"We live together or we die together, that’s what kept us alive."

Ilse Hess, 1983

How a family survives

The Hess family survived all phases of the persecution together. The parents could think only of how to survive and protect the children. This gave them the strength to persevere. Whenever the transport train from Bergen-Belsen stopped, the father jumped out of the car to find something to eat. When the mother Ilse became severely ill, the children got cups full of service water from the locomotive’s tender so that something warm could be cooked. The family survived. In 1947 they moved to the USA. Karl Hess died in 1981, Ilse Hess in 2003.

Ilse, Marion, Karl and Stefan Hess at the North Sea, August 1939
Steven and Marion with their mother Ilse in front of the family’s first automobile in New York, 1948

"… we were simply lucky."

Steven Hess, 2021

The twins Stefan and Marion

Stefan and Marion Hess were born in Amsterdam in 1938. Their parents, Ilse and Karl, were from Germany. The father, a sales agent, was transferred to Amsterdam by his company in 1937. When the Wehrmacht invaded the Netherlands in 1940, the family’s attempt to flee to England failed. At the "Hollandsche Schouwburg" assembly camp, Karl Hess helped detainees to flee. In 1943, shortly before the family could go into hiding, they were arrested and deported to the Westerbork transit camp. Karl Hess succeeded in having his family sent to the Bergen-Belsen concentration camp as exchange hostages, rather than being deported to the East.

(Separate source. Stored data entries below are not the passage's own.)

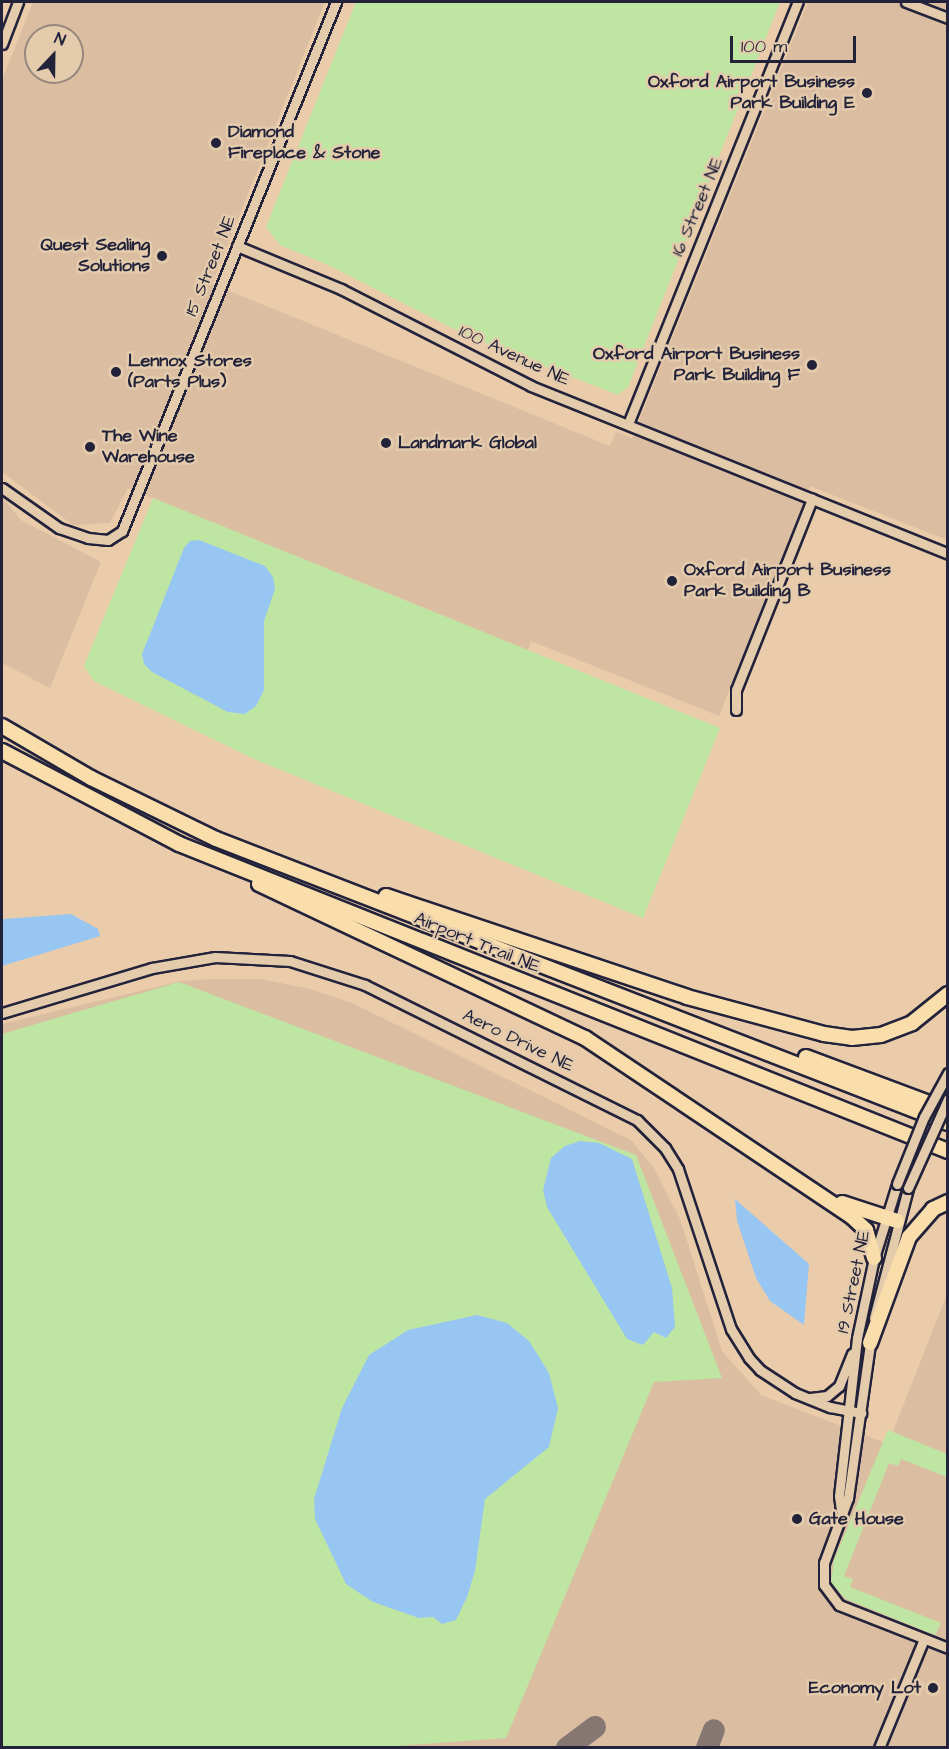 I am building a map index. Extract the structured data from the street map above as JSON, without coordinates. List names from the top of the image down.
{
  "streets": {
    "highway": ["Airport Trail NE"],
    "street": [
      "16 Street NE",
      "15 Street NE",
      "100 Avenue NE",
      "Aero Drive NE",
      "19 Street NE"
    ]
  },
  "crossings": [
    ["16 Street NE", "100 Avenue NE"],
    ["15 Street NE", "100 Avenue NE"],
    ["Aero Drive NE", "19 Street NE"]
  ],
  "places": [
    "Oxford Airport Business Park Building E",
    "Diamond Fireplace & Stone",
    "Quest Sealing Solutions",
    "Oxford Airport Business Park Building F",
    "Lennox Stores (Parts Plus)",
    "Landmark Global",
    "The Wine Warehouse",
    "Oxford Airport Business Park Building B",
    "Gate House",
    "Economy Lot"
  ],
  "scale_bar": "100 m",
  "north": "top"
}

Monika Lewin und Steven Hess, Washington, 2018
Steven Hess speaks with soldiers of the 10th Mountain Division of the US Army on Holocaust Remembrance Day in Fort Drum, NY, 2011

Marion Ein Lewin explains how she survived.| Video 02:08 min

"Since then, I always buy fresh flowers into the house ..."

Marion Ein Lewin, 2021

Steven Hess and Marion Ein Lewin, née Hess

In New York the twins, then nine years old, went to kindergarten – until then they had never been in a school. Later, Steven studied history and Marion political science. After military service, Steven worked as an advertising manager and was later self-employed. Marion worked as a teacher in Queens before serving as an expert for healthcare policy in Washington D.C. Since the 1980s Steven has made public appearances as a contemporary witness. Marion actively supports a foundation that preserves the memory of Jewish artists who were in Theresienstadt (Terezín) concentration camp.

Stefan and Marion, Amsterdam, 1942>
Steven and Marion on their 80th birthday in New York, 2018.
The Statue of Liberty was the first thing the twins saw of the “New World” in 1947 when the family moved to the USA.